Struggling to identify top talent?
Highly talented staff are like gold dust. We know that your organisation will be keen to find them, nurture their potential, and keep them with you through dedicated development programmes and heightened access to opportunities. But how do you identify your high potential talent in a robust, evidential and non-biased way in the first place?
This is a question which has challenged HR leaders for a long time. The apparently simple solution – the performance rating — doesn’t really help differentiate performance, it is prone to ratings and recency bias, and is generally so disliked by managers and employees that many organisations have turned to increasingly complex formularised solutions to identify top performers.
Whether this is based on business KPIs, objective completion rates, or 9‑box grids, these methods are often lengthy and overly complicated, and take significant amounts of data and company resources to maintain and develop. They can involve time-consuming processes and calibration sessions, and result in their own issues over fairness, data quality and transparency.
The process of identifying top performers is often so consuming that you may even go so far as to identify top talent, telling them they have fit the criteria for this, but then have limited resources or energy to make this meaningful through programmes of activity or real recognition.
Sound familiar? Well we think there’s another way.
Our answer
We think it’s as simple as asking managers three yes or no questions about each of their employees:
- Does this person have a proven track record for accomplishing impressive performance results AND have the potential to make significant further progress in their career?
- Would there be significant negative impact for the team / business if this individual left?

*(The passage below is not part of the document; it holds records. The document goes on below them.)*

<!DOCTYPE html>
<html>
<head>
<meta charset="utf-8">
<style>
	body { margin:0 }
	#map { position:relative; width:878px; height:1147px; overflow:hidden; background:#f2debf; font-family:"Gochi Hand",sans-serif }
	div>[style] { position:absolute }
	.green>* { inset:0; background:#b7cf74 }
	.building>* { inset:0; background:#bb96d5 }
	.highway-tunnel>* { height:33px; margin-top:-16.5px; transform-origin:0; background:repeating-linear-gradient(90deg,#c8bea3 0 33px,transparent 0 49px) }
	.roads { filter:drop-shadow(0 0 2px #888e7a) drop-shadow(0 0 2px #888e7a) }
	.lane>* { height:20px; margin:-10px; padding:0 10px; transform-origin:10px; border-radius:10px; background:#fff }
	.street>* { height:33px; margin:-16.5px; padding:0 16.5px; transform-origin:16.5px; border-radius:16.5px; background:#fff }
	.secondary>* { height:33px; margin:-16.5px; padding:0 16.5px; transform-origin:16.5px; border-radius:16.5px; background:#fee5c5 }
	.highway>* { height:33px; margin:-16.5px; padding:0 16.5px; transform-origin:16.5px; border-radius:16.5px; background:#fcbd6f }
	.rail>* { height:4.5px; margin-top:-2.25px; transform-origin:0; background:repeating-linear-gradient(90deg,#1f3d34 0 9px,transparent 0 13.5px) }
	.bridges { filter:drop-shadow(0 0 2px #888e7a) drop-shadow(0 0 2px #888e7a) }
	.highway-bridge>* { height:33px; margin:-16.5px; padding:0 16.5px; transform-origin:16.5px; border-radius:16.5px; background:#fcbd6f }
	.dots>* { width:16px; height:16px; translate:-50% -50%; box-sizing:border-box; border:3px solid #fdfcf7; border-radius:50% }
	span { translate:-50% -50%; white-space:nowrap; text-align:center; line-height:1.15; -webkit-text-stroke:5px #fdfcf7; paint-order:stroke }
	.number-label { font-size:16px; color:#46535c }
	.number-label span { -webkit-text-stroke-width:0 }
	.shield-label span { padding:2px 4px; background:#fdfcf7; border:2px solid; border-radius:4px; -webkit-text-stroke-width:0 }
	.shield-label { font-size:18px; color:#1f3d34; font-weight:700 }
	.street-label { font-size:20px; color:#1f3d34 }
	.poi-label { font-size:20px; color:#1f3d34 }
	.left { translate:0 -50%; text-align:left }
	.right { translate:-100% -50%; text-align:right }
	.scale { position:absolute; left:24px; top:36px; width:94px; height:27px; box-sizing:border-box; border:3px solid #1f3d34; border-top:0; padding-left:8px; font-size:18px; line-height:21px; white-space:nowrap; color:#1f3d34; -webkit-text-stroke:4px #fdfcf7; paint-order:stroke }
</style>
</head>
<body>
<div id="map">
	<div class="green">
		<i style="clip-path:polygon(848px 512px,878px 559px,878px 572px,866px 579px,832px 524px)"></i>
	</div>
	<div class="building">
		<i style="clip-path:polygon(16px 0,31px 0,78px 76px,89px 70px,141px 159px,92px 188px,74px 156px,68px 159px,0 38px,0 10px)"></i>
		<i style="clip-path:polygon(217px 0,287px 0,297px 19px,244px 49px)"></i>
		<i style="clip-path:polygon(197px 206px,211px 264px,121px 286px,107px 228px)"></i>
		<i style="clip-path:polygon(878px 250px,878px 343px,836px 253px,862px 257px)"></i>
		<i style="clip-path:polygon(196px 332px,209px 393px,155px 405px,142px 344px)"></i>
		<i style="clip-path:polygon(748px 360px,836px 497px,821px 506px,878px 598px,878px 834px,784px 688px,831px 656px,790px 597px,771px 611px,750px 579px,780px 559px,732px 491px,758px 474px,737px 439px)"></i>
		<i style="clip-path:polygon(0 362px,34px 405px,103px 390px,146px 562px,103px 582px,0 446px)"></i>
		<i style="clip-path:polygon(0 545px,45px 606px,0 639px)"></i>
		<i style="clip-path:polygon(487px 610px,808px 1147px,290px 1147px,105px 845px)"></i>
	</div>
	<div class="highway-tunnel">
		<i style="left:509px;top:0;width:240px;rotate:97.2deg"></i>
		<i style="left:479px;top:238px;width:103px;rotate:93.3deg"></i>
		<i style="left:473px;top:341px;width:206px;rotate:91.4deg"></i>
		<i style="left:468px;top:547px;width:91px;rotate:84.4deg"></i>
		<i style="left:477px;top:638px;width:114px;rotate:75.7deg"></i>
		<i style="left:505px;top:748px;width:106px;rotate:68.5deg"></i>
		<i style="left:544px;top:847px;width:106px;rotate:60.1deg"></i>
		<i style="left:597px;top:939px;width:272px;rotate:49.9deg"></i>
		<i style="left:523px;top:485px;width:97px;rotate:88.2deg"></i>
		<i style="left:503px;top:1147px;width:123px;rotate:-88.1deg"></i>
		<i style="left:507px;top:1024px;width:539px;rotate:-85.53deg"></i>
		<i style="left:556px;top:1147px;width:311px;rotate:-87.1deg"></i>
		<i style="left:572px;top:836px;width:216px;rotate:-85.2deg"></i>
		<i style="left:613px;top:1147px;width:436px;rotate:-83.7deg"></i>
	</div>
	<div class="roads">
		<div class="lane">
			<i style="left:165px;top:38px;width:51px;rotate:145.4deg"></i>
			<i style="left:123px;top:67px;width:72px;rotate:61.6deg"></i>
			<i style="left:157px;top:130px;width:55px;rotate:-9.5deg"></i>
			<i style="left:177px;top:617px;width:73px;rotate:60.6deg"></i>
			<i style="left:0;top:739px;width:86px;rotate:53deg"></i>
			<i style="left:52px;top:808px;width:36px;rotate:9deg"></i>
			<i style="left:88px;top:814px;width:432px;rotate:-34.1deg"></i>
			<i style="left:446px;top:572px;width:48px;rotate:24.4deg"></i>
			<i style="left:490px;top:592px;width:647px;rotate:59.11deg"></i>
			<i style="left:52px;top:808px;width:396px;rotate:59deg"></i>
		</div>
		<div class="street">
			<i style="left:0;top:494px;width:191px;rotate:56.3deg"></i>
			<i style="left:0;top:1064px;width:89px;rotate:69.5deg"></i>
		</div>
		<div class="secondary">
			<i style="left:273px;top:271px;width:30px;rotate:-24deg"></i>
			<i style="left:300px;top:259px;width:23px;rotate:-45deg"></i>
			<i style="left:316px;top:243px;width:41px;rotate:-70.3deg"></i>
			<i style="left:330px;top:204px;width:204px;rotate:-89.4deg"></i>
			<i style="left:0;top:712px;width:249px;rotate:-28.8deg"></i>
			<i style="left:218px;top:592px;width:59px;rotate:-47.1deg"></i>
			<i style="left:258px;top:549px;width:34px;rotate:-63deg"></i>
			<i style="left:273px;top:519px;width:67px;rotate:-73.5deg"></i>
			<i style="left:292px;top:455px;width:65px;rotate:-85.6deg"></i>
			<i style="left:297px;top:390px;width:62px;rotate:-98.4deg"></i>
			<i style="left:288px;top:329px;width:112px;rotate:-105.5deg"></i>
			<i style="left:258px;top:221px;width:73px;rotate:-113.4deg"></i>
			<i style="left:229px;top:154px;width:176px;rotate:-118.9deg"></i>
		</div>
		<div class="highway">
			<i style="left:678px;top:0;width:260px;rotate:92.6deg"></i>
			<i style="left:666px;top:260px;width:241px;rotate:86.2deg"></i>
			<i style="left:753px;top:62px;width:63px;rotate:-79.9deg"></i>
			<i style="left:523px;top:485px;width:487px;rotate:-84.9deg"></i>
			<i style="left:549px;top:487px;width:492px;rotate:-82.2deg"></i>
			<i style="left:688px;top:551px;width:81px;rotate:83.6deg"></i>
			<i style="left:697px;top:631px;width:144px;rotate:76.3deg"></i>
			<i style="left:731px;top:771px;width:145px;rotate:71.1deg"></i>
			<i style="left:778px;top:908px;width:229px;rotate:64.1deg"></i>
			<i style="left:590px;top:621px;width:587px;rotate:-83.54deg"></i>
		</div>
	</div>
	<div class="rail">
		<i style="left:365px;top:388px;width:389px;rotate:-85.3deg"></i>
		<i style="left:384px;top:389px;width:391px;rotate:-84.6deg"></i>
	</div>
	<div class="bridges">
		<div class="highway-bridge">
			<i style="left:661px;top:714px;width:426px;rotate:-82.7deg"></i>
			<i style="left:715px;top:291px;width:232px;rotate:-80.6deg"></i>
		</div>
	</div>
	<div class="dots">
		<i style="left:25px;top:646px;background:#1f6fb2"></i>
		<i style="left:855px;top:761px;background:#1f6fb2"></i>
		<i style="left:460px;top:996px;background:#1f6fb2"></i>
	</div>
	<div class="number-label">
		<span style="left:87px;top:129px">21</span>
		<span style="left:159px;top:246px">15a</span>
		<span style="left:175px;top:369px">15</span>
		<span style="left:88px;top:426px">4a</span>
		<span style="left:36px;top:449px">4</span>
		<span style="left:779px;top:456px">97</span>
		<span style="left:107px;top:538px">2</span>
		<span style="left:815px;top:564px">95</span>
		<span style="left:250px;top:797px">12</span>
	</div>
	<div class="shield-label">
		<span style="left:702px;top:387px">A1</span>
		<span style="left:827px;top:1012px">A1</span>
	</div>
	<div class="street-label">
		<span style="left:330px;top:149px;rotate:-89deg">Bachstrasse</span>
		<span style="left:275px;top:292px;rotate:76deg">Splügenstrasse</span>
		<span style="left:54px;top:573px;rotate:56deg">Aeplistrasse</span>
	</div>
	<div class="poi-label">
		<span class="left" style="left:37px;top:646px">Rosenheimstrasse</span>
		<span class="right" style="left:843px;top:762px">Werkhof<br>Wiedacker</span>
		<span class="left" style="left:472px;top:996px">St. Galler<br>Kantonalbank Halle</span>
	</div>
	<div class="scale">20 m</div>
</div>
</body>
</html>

- Does this person have the personal desire and drive to be Top Talent (are they willing and able to progress their career rapidly via targeted developmental experiences)?
If the answer to all three questions is yes, then you may have a top performer in your midst. You can then answer a fourth and final question.
- On balance, taking into account all these indicators, do you recommend them as High Potential Talent?
These should be easy enough to answer if managers have been having regular check-ins with staff throughout the year, this way they can compile the data stored on Clear Review into a Performance Snapshot. Using this Snapshot managers will be able to see a clear overview of performance, feedback from other members of staff and if goals have been met.
It is important to remember that not all talent looks alike. Top talent in a sales role will look different to top talent in a support role, or an admin role. You may find your top talent somewhere you weren’t expecting, be open minded to finding those who can help your organisation succeed in different ways.
What next?
So now you’ve identified your top performers, what are you going to do with them? At this point you need to think about what is best for the employee. You want to encourage and support them to develop and to reach their potential, but keep in mind this might not be the best thing for them at this moment in time. Talk to them, find out where they see their career going, how they would like to progress and support them in the ways that will be genuinely helpful to them, and therefore to your organisation.
For those employees who do want to focus on development and progression, you can now put a plan in place with them, their manager and the HR team that will support them to do so. This could involve more responsibility at work, more mentoring time with their manager, attending courses to boost their skills and knowledge etc.
Ensure you set a clear personal development plan (PDP) to go with this, that way when employees have check-ins with their managers they can discuss the progress they have made, if it is going well, or if they need help to get back on track.
Why is identifying and developing top talent important?
Retaining your high potential staff is key to the long-term success of your organisation. In an article by The Balance Careers they explain ‘Managers readily agree that keeping your best employees ensures customer satisfaction, increased product sales, satisfied, happy co-workers, and effective succession planning and historical and institutional organizational knowledge and learning.’ In order to keep top performers, it is important to recognise them, to show them their work is appreciated, and provide them with the support they need to flourish. If not, they will more than likely take their talent to another organisation who will!